Close-up with SA’s celebritiesComment on this story
LAST year, a very pregnant Nicky Greenwall, under the auspices of her production house – Greenwall Productions – launched The Close Up: A Showbiz Special Report on e.tv.
At the time, it was an apt replacement for The Showbiz Report while she was off on maternity leave.
Her hotbed of talent in the industry, including Locnville, Simphiwe Dana, Kenneth Nkosi, Tamara Dey, DJ Black Coffee, Jack Parow and Lee-Ann Liebenberg, proved a hit with viewers. And so e.tv gave the second season of The Close Up the green light.
Talking about the shoot for the follow-on series, which features Terry Pheto, Jeannie D, Amu, Zolani Mahola, Gina Athans, Tony Kgoroge, Leon Schuster, Michelle McLean, Unathi Msengana and one other celebrity yet to be finalised, Greenwall says: “My daughter Georgie was actually with us on most of the shoots.
“She was about 10 weeks when we started and she’s nearly eight months now.
“We shot most of the episodes at our house and at my mom’s house, which is nearby, so we didn’t have to travel too far.
“Her father (Robin Fryer) shot the still images of the celebs for the opening sequence of the show so I looked after her while he worked and he and my mom looked after her while I worked.”
I pushed the presenter-producer for more intimate feedback on the first season.
“It was really well received, which I am really proud of. Tamara Dey’s was one of the most talked about – specifically the fact that she only met her biological father when she was in her twenties.
“I think audiences related to Locnville’s episode because of the way the twins dealt with their parents’ divorce.
“We also got a lot of positive feedback on Simphiwe Dana’s interview where she revealed how insecure she felt after her car accident, and DJ Black Coffee was applauded by his fans for being so candid about how he became disabled and how his disability has influenced his choices in life,” she shares.
Short-listing the celebrities wasn’t difficult, Greenwall tells me.
She admits: “To be honest, we don’t really agonise over it. It’s pretty obvious from the start who we want to interview and why. We just go out (gutsy like) and hope for the best.”
Now the musicians, actors and Leon Schuster I can understand Greenwall approaching. What was a tad baffling is the decision to zero in on presenter Jeannie D.
Greenwall says: “Jeannie has been on SA television for nearly 10 years and as a result is someone audiences think they know, but don’t.
“Her job requires her to be upbeat and ‘fun’ all the time. We thought it would be interesting to discover what she’s really like and where she comes from.”
At the moment, Terry Pheto is a beacon of success for South Africa and an obvious choice for an interview, more so as she will be on the small screen in SABC1’s The Bold and the Beautiful.
Greenwall adds: “I first met Terry on the red carpet at the Oscars. At the time, I thought she was timid and reserved.
“Only now, after interviewing her for The Close Up, do I understand the real reason behind her behaviour and it had nothing to do with being star-struck or nervous.
“I think the papers have a tendency to be very glib about her so-called ‘rags to riches’ story. There’s a lot more to it than that.
“She’s experienced family dramas that have nothing to do with poverty or wealth.”
Now South African viewers are looking forward to Schuster’s next slapstick endeavour, Mad Buddies. On bagging a chat with him, she says, “No. Mad Buddies doesn’t even feature in the interview.
“It’s important to note that these shows have no PR agenda – we’re not selling the celebrity or their work – we’re telling their story for entertainment purposes.
“Leon is a very sensitive soul and, contrary to popular belief, doesn’t feel the need to be funny all the time.”

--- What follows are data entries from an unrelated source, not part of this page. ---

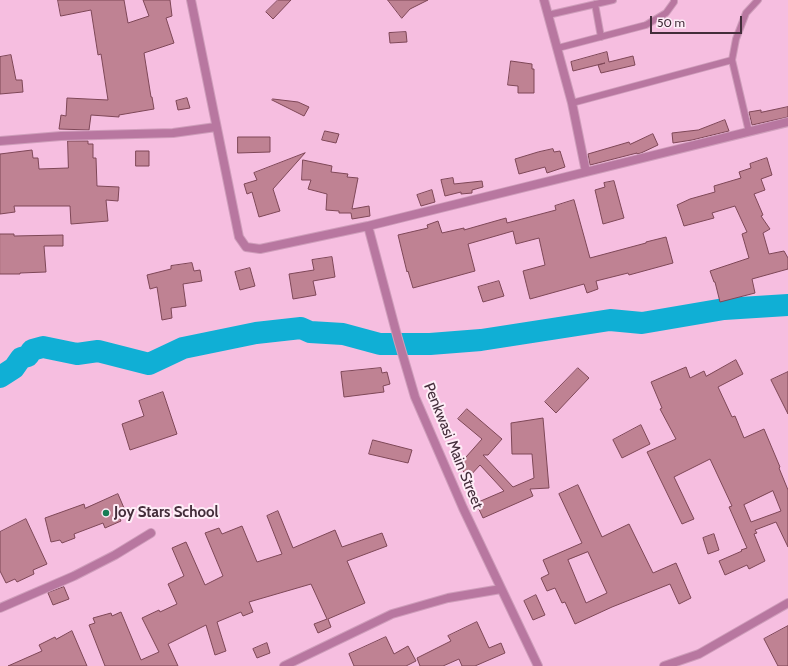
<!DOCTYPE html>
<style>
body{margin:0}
#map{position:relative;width:788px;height:666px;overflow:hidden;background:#f6bee0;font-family:Cabin,sans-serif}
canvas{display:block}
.scale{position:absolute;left:650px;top:16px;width:92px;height:18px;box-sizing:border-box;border:2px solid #432d3a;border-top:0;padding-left:5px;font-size:12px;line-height:14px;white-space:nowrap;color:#432d3a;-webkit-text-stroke:3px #feedf7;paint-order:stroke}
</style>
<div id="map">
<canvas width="788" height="666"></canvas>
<div class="scale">50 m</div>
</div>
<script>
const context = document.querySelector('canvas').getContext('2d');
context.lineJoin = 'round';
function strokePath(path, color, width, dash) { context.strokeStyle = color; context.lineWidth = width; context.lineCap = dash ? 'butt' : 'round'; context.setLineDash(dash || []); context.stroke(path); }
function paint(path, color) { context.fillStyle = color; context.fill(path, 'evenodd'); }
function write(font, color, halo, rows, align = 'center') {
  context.font = font + ' Cabin,sans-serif'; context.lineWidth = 4; context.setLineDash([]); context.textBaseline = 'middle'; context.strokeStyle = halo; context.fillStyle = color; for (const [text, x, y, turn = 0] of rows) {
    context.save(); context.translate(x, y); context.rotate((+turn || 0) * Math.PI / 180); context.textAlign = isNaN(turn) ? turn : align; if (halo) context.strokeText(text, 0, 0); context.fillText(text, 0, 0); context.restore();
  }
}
const river = new Path2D(`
 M0 377 14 368 21 358 28 356 32 350 43 347 77 354 98 351 149 364 183 348 256 333 301 328 310 332 343 334 380 344H430L481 340 610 320 642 323 724 309 788 305`);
const building = new Path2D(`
 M58 0H124L128 23 149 16 143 0H170L172 16 166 18 174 43 144 53 151 97H152L154 109 119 115V117L91 115 89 130 59 129 61 115 66 116 67 98 108 100 101 54 98 55 91 10 61 16Z
 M278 0H291L273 19 266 12Z
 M388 0H428L410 9 402 18Z
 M406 32 407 42 390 43 389 33Z
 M607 52 609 62 633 56 635 65 601 73 598 65 605 63 573 71 571 62Z
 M11 55 16 80H22L23 92 0 94V57Z
 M511 61 532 64V69H534V93H518V86L508 85Z
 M187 98 190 108 178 110 176 101Z
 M273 99 298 102 309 107 304 116 272 100Z
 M788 107V117L752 125 749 112 761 110V112Z
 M725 120 729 131 692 140 673 143 672 133 698 130Z
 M325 131 339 134 336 143 322 140Z
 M653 134 658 145 641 153 637 154V153L590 165 588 154 629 142 630 144Z
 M238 137H270V152L238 153Z
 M68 141H88V144H93V158H96L97 186 119 187 118 201 106 200 108 221 71 224 70 206H14L15 212 0 214V154L32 150 33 158H38L39 169 68 168Z
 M553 149 554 152 560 151 565 167 547 173 545 167 519 174 515 159 538 152Z
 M136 151H149V166H136Z
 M305 153 273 189 280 211 259 217 252 192 247 194 244 184 257 180 254 173Z
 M767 158 772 175 761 179 765 190 754 194 763 215 761 216 770 229 763 233 769 254 784 251 788 258V269L752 279 755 293 720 302 715 282H714L710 271 749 258 742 234 747 232 735 206 712 213 714 218 684 226 677 205 690 199 715 192 714 186 741 178 739 172 751 168 750 164Z
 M303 160 332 166 331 172 348 174 347 177 358 178 352 209 369 206 370 216 352 219 351 213H339V211L326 210 327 194 308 189 311 180H302Z
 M453 178 454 184 482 181 483 187 472 190V193L461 194V192L445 196 441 180Z
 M614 181 624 218 603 224 595 190 605 187 604 183Z
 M432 190 435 202 421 206 417 195Z
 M574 200 590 258 646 243V242L666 237 673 263 629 275 628 273 596 281 598 289 587 293 584 284 530 299 523 271 545 265 539 238 516 244 513 231 468 244 475 271 413 288 408 271 407 272 398 235 428 228 427 225 438 221 442 233 464 228V230L506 218 507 223 556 210 555 206Z
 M0 234H14V236L63 235V246H44L46 272 20 273V274H0Z
 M332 257 335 277 313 281 316 295 293 299 289 274 314 270 312 260Z
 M192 263 194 271 200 270 202 281 183 284 186 306 171 308 172 318 162 320 157 287 150 289 147 275 171 269V266Z
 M250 268 255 286 240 290 235 272Z
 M499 281 504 296 483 302 478 287Z
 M736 360 743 374 718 387 732 417 735 416 744 438 764 429 780 467 779 468 788 490V547L776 522 755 530 757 533 754 534 765 561 749 569 747 565 725 575 719 561 742 551 741 550 747 548 729 507 732 506 710 459 674 477 694 519 682 524 647 452 676 439 660 409 662 408 651 382 686 367 690 378 704 371 706 376ZM773 491 781 511 751 522 744 505Z
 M381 368 382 373 387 372 390 384 383 386 384 392 344 397 341 372Z
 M578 368 589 378 556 413 545 402Z
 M788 372V414L771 380Z
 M163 392 177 434 130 450 122 424 144 416 139 401Z
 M467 409 502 439 488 455H483L513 487 534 478 532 454H512L511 423 543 418 549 488 530 489 533 496 483 518 476 503 504 491 480 465 469 477 458 466 482 439 458 419Z
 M641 425 650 444 622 458 613 440Z
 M373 440 412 450 408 463 369 454Z
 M578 485 602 537 629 524 653 573 676 563 691 598 679 604 670 584 612 607 575 624 565 602 562 603 555 588 547 591 541 578 549 574 543 560 582 543 559 494ZM588 552 607 593 586 603 568 560Z
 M118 494 127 515 120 519 121 521 105 528 103 523 74 534 75 538 62 543 60 540 51 542 45 518 84 504 85 508Z
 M278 511 293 548 335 530 342 547 382 533 387 546 347 561 365 603 328 619 331 627 318 633 314 624 327 619 311 584 249 602 253 612 243 616 241 612 217 622 226 651 215 655 206 625 168 644 178 666H105L89 625 95 623 93 618 111 613 112 616 121 612 141 660 159 652 142 618 159 610 160 612 177 604 168 584 184 576 172 548 186 542 205 585 223 576 205 533 219 528 222 534 242 526 257 562 282 554 267 516Z
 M26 519 47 564 33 570 34 574 17 582 15 579 6 583 0 571V532Z
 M714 534 719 550 708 554 703 538Z
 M64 587 69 599 53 605 48 593Z
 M536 595 545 615 533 620 524 601Z
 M477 622 489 648 501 643 505 653 475 666H462L459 659 443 666H420L417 658 451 641 448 636Z
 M788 626V666H778L764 639Z
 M72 631 87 666H8L42 651 39 645 55 637 56 639Z
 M386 637 394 654 408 646 416 661 406 666H354L349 654Z
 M267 643 270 653 257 658 253 649Z`);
const service = new Path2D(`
 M595 4 601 37
 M548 15 613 0
 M558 48 646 25 666 13 674 2V0
 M572 103 732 60
 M749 132 732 60 736 39 746 13 758 0`);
const minor = new Path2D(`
 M191 0 239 237 246 247 260 249 368 226 788 122
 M544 0 572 103 586 172
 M0 141 61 136 173 133 216 127
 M368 226 398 339 415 397 463 508 538 666
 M0 608 74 576 115 555 151 533
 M284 666 392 614 448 598 501 589
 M664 666 699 654 788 603`);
const markers = [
 [106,513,4,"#177d56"]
];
const streetNames = [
 ["Penkwasi Main Street",453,446,68]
];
const poiNames = [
 ["Joy Stars School",114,513]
];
strokePath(river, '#10afd5', 22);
paint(building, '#bf8293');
strokePath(building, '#7e4757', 1);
strokePath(service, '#cf9ebb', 8);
strokePath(minor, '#cf9ebb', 10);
strokePath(service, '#b877a0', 6);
strokePath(minor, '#b877a0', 8);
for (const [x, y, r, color] of markers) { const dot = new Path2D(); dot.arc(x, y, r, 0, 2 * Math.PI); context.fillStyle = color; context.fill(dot); strokePath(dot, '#feedf7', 1.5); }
write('15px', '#432d3a', '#feedf7', streetNames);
write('bold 15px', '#432d3a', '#feedf7', poiNames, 'left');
</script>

Given Kgoroge’s controversy stemming from his legal battle with M-Net over its fledgling soap, The Wild, I asked her what his interview touches on.
She admits, “We speak about that in the show. Tony is that rare breed of actor who actually values acting over fame and fortune.
“In his episode he speaks about the reasons why he feels this way and how he hopes to rally support from local actors to help make the SA TV and film industry on a par with the Hollywood system.”
Greenwall also hints that the musos on the show have stories that are rare and touching.
She ends: “These are not just celebrity stories, they’re human stories, stories about how people deal with disappointment and fear of failure, how they bounce back from tragedy and pick themselves up when things go wrong.
“They’re hopefully inspiring, motivating – and above all entertaining.”
By the by, look out for new “evolved” celebrity chat show, ScreenTime with Nicky Greenwall, which debuts on August 11.
• The Close Up airs on Saturday at 7.30pm on e.tv.